DATA TO EXAMINE START

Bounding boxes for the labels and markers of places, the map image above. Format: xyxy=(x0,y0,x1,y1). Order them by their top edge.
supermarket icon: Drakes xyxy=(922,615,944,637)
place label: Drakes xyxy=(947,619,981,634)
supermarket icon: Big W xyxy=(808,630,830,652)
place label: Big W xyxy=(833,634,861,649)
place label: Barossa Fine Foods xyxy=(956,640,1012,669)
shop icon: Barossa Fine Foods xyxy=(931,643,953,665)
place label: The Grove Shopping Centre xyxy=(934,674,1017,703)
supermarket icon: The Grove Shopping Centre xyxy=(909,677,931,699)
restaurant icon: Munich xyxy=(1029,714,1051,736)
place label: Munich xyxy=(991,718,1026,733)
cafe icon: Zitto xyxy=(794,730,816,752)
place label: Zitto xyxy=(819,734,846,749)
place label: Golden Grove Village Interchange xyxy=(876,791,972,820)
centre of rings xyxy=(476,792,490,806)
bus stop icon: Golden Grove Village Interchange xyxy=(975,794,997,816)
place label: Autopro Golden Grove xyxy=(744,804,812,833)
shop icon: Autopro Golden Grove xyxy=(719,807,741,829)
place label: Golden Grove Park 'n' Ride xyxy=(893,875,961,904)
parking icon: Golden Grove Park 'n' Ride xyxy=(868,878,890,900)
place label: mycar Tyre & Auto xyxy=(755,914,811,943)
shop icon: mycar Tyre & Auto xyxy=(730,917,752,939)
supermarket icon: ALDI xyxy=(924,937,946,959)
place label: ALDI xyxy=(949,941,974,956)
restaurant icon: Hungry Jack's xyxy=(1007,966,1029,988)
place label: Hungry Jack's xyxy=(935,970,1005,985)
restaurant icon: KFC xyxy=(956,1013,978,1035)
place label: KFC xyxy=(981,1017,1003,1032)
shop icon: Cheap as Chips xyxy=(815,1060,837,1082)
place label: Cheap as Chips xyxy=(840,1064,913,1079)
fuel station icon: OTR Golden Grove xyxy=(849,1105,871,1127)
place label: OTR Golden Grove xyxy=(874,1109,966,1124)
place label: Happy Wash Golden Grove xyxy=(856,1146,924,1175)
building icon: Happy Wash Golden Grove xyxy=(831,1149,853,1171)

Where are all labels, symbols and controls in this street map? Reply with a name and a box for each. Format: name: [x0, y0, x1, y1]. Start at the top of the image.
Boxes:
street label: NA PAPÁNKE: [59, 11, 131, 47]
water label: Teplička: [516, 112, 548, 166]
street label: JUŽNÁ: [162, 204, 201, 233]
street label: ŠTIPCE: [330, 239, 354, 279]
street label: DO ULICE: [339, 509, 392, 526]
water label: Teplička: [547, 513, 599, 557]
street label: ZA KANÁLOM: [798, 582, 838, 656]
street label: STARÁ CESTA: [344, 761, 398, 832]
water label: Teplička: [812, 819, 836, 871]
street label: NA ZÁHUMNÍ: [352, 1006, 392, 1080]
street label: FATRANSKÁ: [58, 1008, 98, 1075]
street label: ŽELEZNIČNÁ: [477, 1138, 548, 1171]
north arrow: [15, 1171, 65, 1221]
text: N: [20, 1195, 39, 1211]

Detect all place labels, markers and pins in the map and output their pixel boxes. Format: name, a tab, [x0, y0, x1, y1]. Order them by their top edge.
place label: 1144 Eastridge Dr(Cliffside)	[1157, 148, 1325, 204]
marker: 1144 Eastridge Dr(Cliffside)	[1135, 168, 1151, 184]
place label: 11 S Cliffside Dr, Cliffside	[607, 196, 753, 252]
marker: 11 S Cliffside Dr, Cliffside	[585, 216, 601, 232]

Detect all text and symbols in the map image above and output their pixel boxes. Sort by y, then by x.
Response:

DATA TO EXAMINE END

» WORK TO BE COMPLETED: What needs duplicating is the run of lines from the one containing "Detect all place" through the last line of the entries above, exact and complete.

» YOUR RESPONSE:
Detect all place labels, markers and pins in the map and output their pixel boxes. Format: name, a tab, [x0, y0, x1, y1]. Order them by their top edge.
place label: 1144 Eastridge Dr(Cliffside)	[1157, 148, 1325, 204]
marker: 1144 Eastridge Dr(Cliffside)	[1135, 168, 1151, 184]
place label: 11 S Cliffside Dr, Cliffside	[607, 196, 753, 252]
marker: 11 S Cliffside Dr, Cliffside	[585, 216, 601, 232]

Detect all text and symbols in the map image above and output their pixel boxes. Sort by y, then by x.
Response:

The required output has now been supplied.